Learning Transferable 3D-CNN for MRI-Based Brain Disorder Classification from Scratch: An Empirical Study

Reliable and efficient transferability of 3D convolutional neural networks (3D-CNNs) is an important but extremely challenging issue in medical image analysis, due to small-sized samples and the domain shift problem (e.g., caused by the use of different scanners, protocols and/or subject populations in different sites/datasets). Although previous studies proposed to pretrain CNNs on ImageNet, models' transferability is usually limited due to semantic gap between natural and medical images. In this work, we try to answer a key question: how to learn transferable 3D-CNNs from scratch based on a small (e.g., tens or hundreds) medical image dataset?

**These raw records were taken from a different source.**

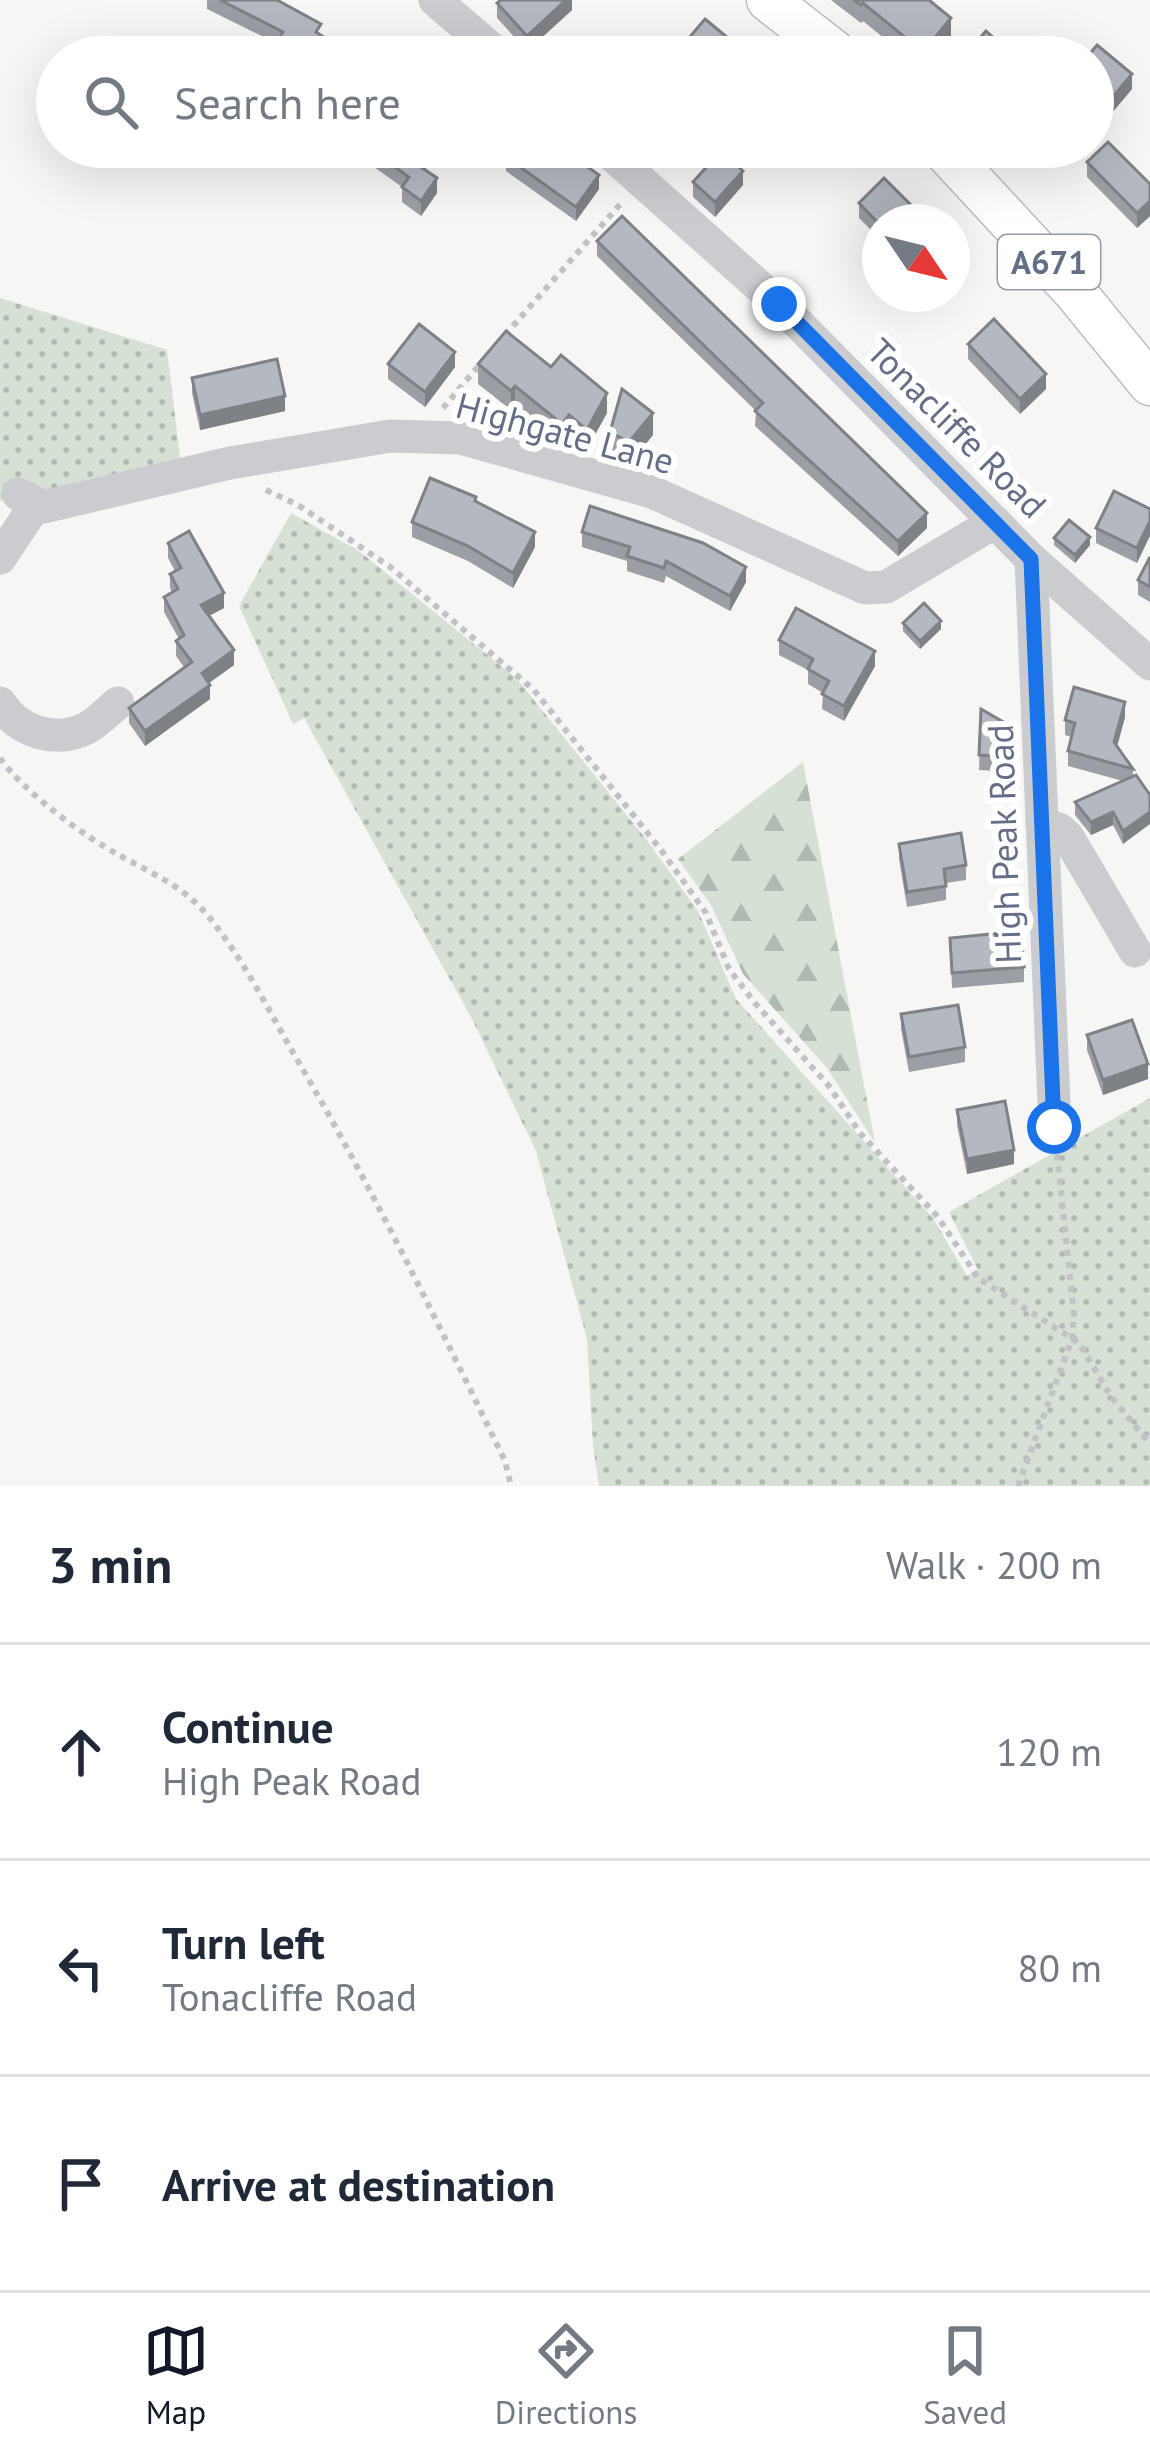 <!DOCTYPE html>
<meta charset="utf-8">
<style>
:root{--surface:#fff;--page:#f2f2f3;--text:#1f2937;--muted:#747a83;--line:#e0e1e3;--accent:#111827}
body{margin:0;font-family:"PT Sans",sans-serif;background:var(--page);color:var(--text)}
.compass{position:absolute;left:862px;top:204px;width:108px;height:108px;border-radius:50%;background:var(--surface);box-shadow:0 12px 48px #0002;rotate:125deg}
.stop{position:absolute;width:36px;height:36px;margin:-27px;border:9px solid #1a73e8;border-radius:50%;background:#fff}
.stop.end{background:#1a73e8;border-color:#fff;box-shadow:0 3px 12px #0008}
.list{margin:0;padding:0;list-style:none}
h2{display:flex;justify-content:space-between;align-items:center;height:156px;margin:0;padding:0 48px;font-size:51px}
h2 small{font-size:39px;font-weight:400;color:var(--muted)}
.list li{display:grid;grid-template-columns:78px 1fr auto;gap:36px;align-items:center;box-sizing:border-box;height:216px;padding:0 48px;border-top:3px solid var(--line)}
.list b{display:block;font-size:45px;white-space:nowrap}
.list p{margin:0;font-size:39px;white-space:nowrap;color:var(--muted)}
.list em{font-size:39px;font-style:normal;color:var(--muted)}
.icon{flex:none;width:66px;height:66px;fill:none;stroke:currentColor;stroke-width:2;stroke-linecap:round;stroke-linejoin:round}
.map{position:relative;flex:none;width:1150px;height:1486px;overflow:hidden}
.search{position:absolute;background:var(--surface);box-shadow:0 12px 48px #0002;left:36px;right:36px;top:36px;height:132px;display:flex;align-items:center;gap:30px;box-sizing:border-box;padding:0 42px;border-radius:66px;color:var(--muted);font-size:45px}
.sheet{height:804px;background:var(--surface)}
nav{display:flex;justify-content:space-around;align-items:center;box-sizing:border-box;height:168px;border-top:3px solid var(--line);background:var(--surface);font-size:33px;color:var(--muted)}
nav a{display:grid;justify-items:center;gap:6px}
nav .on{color:var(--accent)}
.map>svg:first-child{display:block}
.grass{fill:url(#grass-dots)}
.forest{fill:url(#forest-firs)}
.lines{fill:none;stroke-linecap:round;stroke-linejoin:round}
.major-casing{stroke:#bcbec3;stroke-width:45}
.path{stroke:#c0c2c5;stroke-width:6;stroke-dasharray:6 6;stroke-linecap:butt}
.minor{stroke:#caccd0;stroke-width:33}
.major{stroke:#fff;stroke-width:42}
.wall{fill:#9b9ea5}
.shaded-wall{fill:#7e8186}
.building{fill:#b4b8c0;stroke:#7e8186;stroke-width:3}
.route{stroke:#1a73e8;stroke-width:15}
.labels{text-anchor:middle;stroke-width:12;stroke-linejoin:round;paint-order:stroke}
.shield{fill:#fff;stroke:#929aab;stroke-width:3}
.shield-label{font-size:33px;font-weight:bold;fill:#646f87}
.street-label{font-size:36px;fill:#646f87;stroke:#fff}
</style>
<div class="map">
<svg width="1150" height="1486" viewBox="0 0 1150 1486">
<defs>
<pattern id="grass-dots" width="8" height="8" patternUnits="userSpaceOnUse" patternTransform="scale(3)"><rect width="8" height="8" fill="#d6e0d5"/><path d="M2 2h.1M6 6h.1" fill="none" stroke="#b1bab2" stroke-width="1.8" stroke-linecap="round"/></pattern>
<pattern id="forest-firs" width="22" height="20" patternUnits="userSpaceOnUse" patternTransform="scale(3)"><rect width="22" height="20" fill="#d6e0d5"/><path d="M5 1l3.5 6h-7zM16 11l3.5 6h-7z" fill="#b1bab2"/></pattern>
</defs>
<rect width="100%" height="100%" fill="#f6f7f4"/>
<g class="grass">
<path d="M 0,298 L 167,350 L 181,466 L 0,501 Z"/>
<path d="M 291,513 L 359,551 L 517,679 L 646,839 L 698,911 L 736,999 L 933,1218 L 967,1276 L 978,1270 L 949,1212 L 1150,1098 L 1150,1486 L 599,1486 L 593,1446 L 587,1339 L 536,1151 L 472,1019 L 304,718 L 293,724 L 239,606 Z"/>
</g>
<path class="forest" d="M 803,762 L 875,1143 L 827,1068 L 743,974 L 711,905 L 678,859 Z"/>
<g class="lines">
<defs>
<g id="major">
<path d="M 768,0 L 841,57"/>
<path d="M 941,147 L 1075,292 L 1150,384"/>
</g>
</defs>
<use href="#major" class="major-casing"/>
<g class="path">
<path d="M 754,57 L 764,44"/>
<path d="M 505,335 L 623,201"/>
<path d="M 443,408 L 481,363"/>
<path d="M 266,490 L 298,505 L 389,566 L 534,690 L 661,850 L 706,913 L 729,969 L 755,1003 L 829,1086 L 860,1133 L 938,1217 L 978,1278 L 1079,1343 L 1110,1395 L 1150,1444"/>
<path d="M 0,758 C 24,792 82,835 119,855 C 151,873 185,887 209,917 C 243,959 268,1009 295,1056 C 372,1187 439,1325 505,1461 L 511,1486"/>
<path d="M 1018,1486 L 1072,1339 L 1074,1315 L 1057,1154"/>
</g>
<g class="minor">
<path d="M 435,0 L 501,57"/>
<path d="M 603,147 L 779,304 L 1031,559 L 1150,664"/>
<path d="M 18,494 L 44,507 L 230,463 L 390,436 L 461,438 L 652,492 L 865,588 L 886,587 L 995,522"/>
<path d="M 0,558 L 32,510"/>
<path d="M 1031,559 L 1055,1127"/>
<path d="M 0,703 C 18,732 55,744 87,728 C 98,722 108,711 118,703"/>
<path d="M 1042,824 L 1059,829 L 1068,837 L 1135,951"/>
</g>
<use href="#major" class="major"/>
</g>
<g class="wall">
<path d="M 207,0 L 277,0 L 321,35 L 334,57 L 274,57 L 276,43 L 207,9 Z"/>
<path d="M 572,0 L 572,10 L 527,51 L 497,18 L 497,3 Z"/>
<path d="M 831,0 L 929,0 L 951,36 L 934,57 L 907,57 L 863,21 L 861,23 Z"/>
<path d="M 682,46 L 740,57 L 682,57 Z"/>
<path d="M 1093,57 L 1132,89 L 1100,127 L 1093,121 Z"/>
<path d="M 346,147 L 426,147 L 429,164 L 425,170 L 437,193 L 421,216 L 402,202 L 402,187 Z"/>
<path d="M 506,157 L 599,189 L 576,221 L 506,171 Z"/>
<path d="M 1087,162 L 1150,184 L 1150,216 L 1137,228 L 1087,177 Z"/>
<path d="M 693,182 L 743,185 L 715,217 L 693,197 Z"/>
<path d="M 859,203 L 880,222 L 880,239 L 859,218 Z"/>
<path d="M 597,241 L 927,528 L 898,556 L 755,426 L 756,411 L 597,256 Z"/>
<path d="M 968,344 L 1046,389 L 1020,414 L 968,359 Z"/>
<path d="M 388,364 L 455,367 L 425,407 L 388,379 Z"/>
<path d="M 478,364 L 607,413 L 587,449 L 569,435 L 562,444 L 515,405 L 511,410 L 478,384 Z"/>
<path d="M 192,378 L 285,411 L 200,430 L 192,393 Z"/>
<path d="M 610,432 L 653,435 L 629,464 L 610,454 Z"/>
<path d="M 476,501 L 535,547 L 513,588 L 468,561 L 412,537 L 412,522 Z"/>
<path d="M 1150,509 L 1137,563 L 1096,543 L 1096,528 Z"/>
<path d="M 582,532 L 746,582 L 730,611 L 666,576 L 664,583 L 627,571 L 627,561 L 582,547 Z"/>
<path d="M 1054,538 L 1090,545 L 1075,563 L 1054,545 Z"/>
<path d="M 168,543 L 224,608 L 209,616 L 234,665 L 209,683 L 210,699 L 145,746 L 129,723 L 129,708 L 184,667 L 176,656 L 176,641 L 179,639 L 164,612 L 164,597 L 172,592 L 170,588 L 170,574 L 175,571 L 168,558 Z"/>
<path d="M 1150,557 L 1150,602 L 1138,595 L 1138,580 Z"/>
<path d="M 903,623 L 941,629 L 920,649 L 903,631 Z"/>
<path d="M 779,640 L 875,666 L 844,721 L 822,709 L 823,693 L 808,684 L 808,670 L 779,655 Z"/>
<path d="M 981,709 L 1017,730 L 1016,772 L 979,770 Z"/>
<path d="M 1125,717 L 1117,747 L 1133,769 L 1133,777 L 1123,844 L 1113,825 L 1091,835 L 1075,815 L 1075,802 L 1123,781 L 1068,766 L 1068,751 L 1071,737 L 1065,735 L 1065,720 Z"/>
<path d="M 899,844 L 966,865 L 966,880 L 946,883 L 946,900 L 907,907 L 899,859 Z"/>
<path d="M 950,938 L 1024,967 L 1024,982 L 952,988 Z"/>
<path d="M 901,1014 L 965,1047 L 965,1062 L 909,1072 L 901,1029 Z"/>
<path d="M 1087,1035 L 1148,1079 L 1103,1095 L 1087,1050 Z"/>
<path d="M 957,1110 L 1014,1164 L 967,1174 L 957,1125 Z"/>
</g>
<g class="shaded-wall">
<path d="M 566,0 L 572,0 L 572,10 L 527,51 L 527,36 Z"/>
<path d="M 951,18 L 951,36 L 934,57 L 923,57 L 923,52 Z"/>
<path d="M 1132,74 L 1132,89 L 1100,127 L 1100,112 Z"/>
<path d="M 429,149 L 429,164 L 418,180 L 418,165 Z"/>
<path d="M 743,171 L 743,185 L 715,217 L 715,202 Z"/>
<path d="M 599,175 L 599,189 L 576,221 L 576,207 Z"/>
<path d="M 437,178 L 437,193 L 421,216 L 421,201 Z"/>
<path d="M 1150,201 L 1150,216 L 1137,228 L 1137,213 Z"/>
<path d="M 455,352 L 455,367 L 425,407 L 425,392 Z"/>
<path d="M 1046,374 L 1046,389 L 1020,414 L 1020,399 Z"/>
<path d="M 515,386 L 515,405 L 511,410 L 511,391 Z"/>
<path d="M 607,393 L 607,413 L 587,449 L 587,430 Z"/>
<path d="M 285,396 L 285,411 L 200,430 L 200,415 Z"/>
<path d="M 653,413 L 653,435 L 629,464 L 629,442 Z"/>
<path d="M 569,415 L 569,435 L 562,444 L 562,424 Z"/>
<path d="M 927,513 L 927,528 L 898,556 L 898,541 Z"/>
<path d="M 1150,521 L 1150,536 L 1137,563 L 1137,548 Z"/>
<path d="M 535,532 L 535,547 L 513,588 L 513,573 Z"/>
<path d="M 1090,537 L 1090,545 L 1075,563 L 1075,555 Z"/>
<path d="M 746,567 L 746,582 L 730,611 L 730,596 Z"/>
<path d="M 224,593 L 224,608 L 201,620 L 201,605 Z"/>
<path d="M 941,621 L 941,629 L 920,649 L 920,641 Z"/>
<path d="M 234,650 L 234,665 L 202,688 L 202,673 Z"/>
<path d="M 875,651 L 875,666 L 844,721 L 844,706 Z"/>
<path d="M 210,685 L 210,699 L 145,746 L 145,731 Z"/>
<path d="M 1125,702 L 1125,717 L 1114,757 L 1114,742 Z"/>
<path d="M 1113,812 L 1113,825 L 1091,835 L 1091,822 Z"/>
<path d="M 1150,812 L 1150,824 L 1123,844 L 1123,831 Z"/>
<path d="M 1148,1064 L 1148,1079 L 1103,1095 L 1103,1080 Z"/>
<path d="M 1014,1150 L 1014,1164 L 967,1174 L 967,1159 Z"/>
</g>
<g class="building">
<path d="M 220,0 L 277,0 L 321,24 L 316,32 L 334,44 L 326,57 L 291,57 L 274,46 L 283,32 Z"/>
<path d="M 501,0 L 566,0 L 527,36 L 497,3 Z"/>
<path d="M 854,0 L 929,0 L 951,18 L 923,52 L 863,3 L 861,5 Z"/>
<path d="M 705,19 L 740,48 L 732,57 L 696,57 L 682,46 Z"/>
<path d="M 986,31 L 1015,57 L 971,57 L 967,53 Z"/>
<path d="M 1097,45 L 1132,74 L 1100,112 L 1093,106 L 1093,57 L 1087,57 Z"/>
<path d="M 1108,142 L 1150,184 L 1150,201 L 1137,213 L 1087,162 Z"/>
<path d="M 367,147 L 426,147 L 429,149 L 418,165 L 437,178 L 421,201 L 402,187 L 409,177 Z"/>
<path d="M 513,147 L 560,147 L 599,175 L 576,207 L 506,157 Z"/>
<path d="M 721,151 L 743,171 L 715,202 L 693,182 Z"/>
<path d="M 884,178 L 928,222 L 880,222 L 880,225 L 859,203 Z"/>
<path d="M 622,216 L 927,513 L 898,541 L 755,411 L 763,403 L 597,241 Z"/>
<path d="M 994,319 L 1046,374 L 1020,399 L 968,344 Z"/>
<path d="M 419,324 L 455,352 L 425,392 L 388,364 Z"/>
<path d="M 506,331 L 551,367 L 561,355 L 607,393 L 587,430 L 569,415 L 562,424 L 515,386 L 511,391 L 478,364 Z"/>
<path d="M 277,359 L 285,396 L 200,415 L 192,378 Z"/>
<path d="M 622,389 L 653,413 L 629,442 L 610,432 Z"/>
<path d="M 430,478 L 476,497 L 475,501 L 535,532 L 513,573 L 468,546 L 412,522 Z"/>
<path d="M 1114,491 L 1150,509 L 1150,521 L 1137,548 L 1096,528 Z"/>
<path d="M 590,506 L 703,543 L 746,567 L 730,596 L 666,561 L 664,568 L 627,556 L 630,547 L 582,532 Z"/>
<path d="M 1069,520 L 1090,537 L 1075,555 L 1054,538 Z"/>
<path d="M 189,531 L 224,593 L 201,605 L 234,650 L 202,673 L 210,685 L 145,731 L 129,708 L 192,662 L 176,641 L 184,635 L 164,597 L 178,589 L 170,574 L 181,568 L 168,543 Z"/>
<path d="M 1150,557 L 1150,587 L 1138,580 Z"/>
<path d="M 924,603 L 941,621 L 920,641 L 903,623 Z"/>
<path d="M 796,608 L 875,651 L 844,706 L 822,694 L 829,681 L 808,669 L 813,659 L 779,640 Z"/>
<path d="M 1074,687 L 1125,702 L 1114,742 L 1133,769 L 1068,751 L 1075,723 L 1065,720 Z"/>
<path d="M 981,709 L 1017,730 L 1016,757 L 979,755 Z"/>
<path d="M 1136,775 L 1150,795 L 1150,812 L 1123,831 L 1113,812 L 1091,822 L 1075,802 Z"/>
<path d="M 961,833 L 966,865 L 944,869 L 946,886 L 907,892 L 899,844 Z"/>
<path d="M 1021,931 L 1024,967 L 952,973 L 950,938 Z"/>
<path d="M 958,1005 L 965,1047 L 909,1057 L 901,1014 Z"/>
<path d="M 1132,1020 L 1148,1064 L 1103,1080 L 1087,1035 Z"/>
<path d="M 1005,1101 L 1014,1150 L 967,1159 L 957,1110 Z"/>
</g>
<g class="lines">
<path class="route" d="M 779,304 L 1031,559 L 1054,1127"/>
</g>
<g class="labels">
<rect class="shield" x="998" y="235" width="102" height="54" rx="9"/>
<g class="shield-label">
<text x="1049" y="274">A671</text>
</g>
<g class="street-label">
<text transform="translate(957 428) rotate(45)" y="13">Tonacliffe Road</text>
<text transform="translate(565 433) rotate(15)" y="13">Highgate Lane</text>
<text transform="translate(1004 844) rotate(-92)" y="13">High Peak Road</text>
</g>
</g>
</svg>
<svg class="compass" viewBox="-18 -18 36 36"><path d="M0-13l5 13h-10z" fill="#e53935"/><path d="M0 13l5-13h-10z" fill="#747a83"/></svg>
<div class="stop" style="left:1054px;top:1127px"></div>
<div class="stop end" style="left:779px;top:304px"></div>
<div class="search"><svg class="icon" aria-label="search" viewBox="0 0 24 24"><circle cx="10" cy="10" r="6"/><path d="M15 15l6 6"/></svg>Search here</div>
</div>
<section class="sheet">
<h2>3 min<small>Walk · 200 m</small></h2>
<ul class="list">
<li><svg class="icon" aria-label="ahead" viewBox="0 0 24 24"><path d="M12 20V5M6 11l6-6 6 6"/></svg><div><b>Continue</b><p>High Peak Road</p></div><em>120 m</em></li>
<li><svg class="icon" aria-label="left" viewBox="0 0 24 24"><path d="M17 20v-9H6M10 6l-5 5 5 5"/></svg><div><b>Turn left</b><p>Tonacliffe Road</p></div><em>80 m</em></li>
<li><svg class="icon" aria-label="arrive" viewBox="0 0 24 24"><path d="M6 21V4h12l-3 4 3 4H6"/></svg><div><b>Arrive at destination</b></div></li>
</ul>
</section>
<nav>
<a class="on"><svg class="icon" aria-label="map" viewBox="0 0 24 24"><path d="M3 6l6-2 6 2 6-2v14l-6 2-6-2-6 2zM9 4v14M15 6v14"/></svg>Map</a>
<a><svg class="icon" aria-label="directions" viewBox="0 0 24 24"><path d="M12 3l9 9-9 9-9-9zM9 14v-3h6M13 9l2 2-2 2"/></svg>Directions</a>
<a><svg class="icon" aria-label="saved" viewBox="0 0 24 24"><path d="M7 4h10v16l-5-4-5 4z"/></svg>Saved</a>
</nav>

We focus on the case of structural MRI-based brain disorder classification using four benchmark datasets (i.e., ADNI-1, ADNI-2, ADNI-3 and AIBL) to address this problem. (1) We explore the influence of different network architectures on model transferability, and find that appropriately deepening or widening a network can increase the transferability (e.g., with improved sensitivity). (2) We analyze the contributions of different parts of 3D-CNNs to the transferability, and verify that fine-tuning CNNs can significantly enhance the transferability. This is different from the previous finding that fine-tuning CNNs (pretrained on ImageNet) cannot improve the model transferability in 2D medical image analysis. (3) We also study the between-task transferability when a model is trained on a source task from scratch and applied to a related target task. Experimental results show that, compared to directly training CNN on related target tasks, CNN pretrained on a source task can yield significantly better performance.